The original plan had been to grill all week but, with the arrival of the carcass, Alec and Mira had opted to move the cooking inside. Thankfully, the cabin kitchen was thoroughly outfitted, a reflection of Dad’s final years during which he had spent more time up here than in the city.

Alec’s memory of these years was fuzzy — purposely so — and the only real definition centered on visits to Mom in the hospital. These scenes were fading now too, but they were still unpleasant enough in recollection for him to understand his father’s desire to put distance between himself and the world. His flight was also still memorialized in the cabin’s well-stocked liquor cabinet. Upon arrival this year, Mira had phone-searched the question of whether or not whiskey can go bad. The results had been encouraging.

As Claire and Jennifer were herbivores, Mira had planned out a beans and veggie-skewer dish that would not offend but still fit the outdoorsy spirit of the occasion. Ordinarily, Alec would have been leery of solely doing vegetables on the cabin grill. The grill was old, had but one very hot setting, and seemed liable to blast-off should it be forced to deal with anything but the raw flesh it was accustomed to.

Taking the carcass into consideration, beans indoors sounded like just the thing. Getting them had necessitated a trip down the mountain into town, which existed in the form of a crossroads store about two miles back down the slope. The proprietor, a bearded local in waders who seemed to have stepped bone-dry out of one of the fly-fishing postcards for sale by the register, had mentioned something about a storm. This was not unusual. To the extent that Alec conversed with any of the natives, the weather always factored into the conversation, one of those quaint but vaguely annoying rural culture mandates. Even Dave Tillman could be eloquent on the subject. “Could blow the cork out of a nun’s cunt tonight,” etc.

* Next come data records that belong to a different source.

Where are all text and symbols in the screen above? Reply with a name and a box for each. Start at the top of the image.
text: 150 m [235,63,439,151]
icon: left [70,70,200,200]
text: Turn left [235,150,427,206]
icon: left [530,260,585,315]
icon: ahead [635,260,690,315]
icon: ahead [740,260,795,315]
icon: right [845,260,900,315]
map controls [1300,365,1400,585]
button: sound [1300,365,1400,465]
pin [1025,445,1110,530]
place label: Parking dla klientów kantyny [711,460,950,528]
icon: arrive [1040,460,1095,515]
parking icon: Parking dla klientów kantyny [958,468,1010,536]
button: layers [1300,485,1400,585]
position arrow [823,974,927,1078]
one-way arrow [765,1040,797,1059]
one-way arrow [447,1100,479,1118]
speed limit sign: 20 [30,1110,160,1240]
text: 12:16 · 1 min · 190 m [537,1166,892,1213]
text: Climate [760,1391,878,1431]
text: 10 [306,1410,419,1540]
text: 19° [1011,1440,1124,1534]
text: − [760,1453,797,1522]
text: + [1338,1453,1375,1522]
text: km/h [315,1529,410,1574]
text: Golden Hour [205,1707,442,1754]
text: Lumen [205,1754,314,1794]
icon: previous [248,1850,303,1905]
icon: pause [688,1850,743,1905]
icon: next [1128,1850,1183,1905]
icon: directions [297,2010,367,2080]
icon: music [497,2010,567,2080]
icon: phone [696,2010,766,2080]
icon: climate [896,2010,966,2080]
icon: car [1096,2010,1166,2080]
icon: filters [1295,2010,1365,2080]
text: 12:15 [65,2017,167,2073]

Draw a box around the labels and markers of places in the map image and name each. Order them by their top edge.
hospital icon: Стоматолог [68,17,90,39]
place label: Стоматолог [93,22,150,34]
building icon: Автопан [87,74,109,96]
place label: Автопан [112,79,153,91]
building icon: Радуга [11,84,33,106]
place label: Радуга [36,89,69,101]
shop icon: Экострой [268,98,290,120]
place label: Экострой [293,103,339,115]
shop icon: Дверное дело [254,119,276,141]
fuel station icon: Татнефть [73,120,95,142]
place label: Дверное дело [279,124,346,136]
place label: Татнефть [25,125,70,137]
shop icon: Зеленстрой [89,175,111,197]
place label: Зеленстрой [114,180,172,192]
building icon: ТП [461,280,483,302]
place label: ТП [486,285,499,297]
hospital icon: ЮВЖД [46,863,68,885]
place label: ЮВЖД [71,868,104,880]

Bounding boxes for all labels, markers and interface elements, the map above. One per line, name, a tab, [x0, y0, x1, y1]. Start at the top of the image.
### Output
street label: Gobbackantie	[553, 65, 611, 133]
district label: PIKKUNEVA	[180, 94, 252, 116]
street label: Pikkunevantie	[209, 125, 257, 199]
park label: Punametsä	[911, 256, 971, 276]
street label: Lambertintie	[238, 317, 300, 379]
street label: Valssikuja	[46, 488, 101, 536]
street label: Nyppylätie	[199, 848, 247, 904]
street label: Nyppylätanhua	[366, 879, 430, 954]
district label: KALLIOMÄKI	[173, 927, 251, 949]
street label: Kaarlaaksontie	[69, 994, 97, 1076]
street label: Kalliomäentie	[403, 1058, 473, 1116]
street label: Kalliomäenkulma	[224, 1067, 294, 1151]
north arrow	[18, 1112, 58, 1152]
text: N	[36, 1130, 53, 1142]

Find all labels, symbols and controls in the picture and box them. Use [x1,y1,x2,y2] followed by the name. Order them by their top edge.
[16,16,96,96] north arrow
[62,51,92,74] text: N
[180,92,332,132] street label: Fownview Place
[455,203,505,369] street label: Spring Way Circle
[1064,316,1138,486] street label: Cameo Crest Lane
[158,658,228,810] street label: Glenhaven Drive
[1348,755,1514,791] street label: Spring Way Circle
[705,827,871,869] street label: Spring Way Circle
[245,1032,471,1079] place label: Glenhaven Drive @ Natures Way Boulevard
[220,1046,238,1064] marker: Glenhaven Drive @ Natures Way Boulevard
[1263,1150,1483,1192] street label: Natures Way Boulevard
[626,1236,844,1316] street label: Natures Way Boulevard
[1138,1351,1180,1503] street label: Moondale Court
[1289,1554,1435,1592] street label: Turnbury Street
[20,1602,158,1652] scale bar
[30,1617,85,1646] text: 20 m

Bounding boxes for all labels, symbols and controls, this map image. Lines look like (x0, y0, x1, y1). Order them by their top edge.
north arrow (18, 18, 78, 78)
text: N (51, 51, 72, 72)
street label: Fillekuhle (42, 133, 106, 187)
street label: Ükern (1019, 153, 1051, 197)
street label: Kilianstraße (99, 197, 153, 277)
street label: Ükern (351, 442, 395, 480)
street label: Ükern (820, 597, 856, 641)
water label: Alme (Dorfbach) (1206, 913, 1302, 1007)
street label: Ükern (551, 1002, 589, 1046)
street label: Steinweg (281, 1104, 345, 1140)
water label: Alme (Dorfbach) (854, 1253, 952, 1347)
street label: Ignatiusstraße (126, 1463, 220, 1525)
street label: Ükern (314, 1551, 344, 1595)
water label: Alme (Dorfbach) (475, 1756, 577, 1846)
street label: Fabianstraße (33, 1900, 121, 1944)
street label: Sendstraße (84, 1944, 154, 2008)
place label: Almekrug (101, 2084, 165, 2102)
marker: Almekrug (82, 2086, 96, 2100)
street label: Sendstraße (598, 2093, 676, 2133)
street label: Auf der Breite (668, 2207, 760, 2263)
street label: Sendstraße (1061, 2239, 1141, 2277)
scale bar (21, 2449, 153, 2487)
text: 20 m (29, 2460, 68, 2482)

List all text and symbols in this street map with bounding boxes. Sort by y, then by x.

Alec had paid for the beans and some auxiliary beer and then driven straight back up the hill, but now some dark clouds did seem to be building in the west. They were just starting to tip over another, more distant mountain that scenically backdropped the kitchen window, and he was pretty sure he could smell incoming rain seeping through the duct tape covering the baseball hole. Oh well, no reason the elements shouldn’t provide a little mood lighting for this parlor drama. Dad had even squirreled away a backup generator out in the shed. They were apocalypse-ready up here. They could go full cult-compound at a moment’s notice.

The skewers came out fine in the oven, probably better than they would have over the grill, and Mira had everyone sitting down before Alec could even push drink refills. This was also fine. More whiskey was not going to improve the odds of a successful summit — at least not in the long run — and he was already ahead of the game with his pre-dinner cocktails. No need to pull another Bourbon Street.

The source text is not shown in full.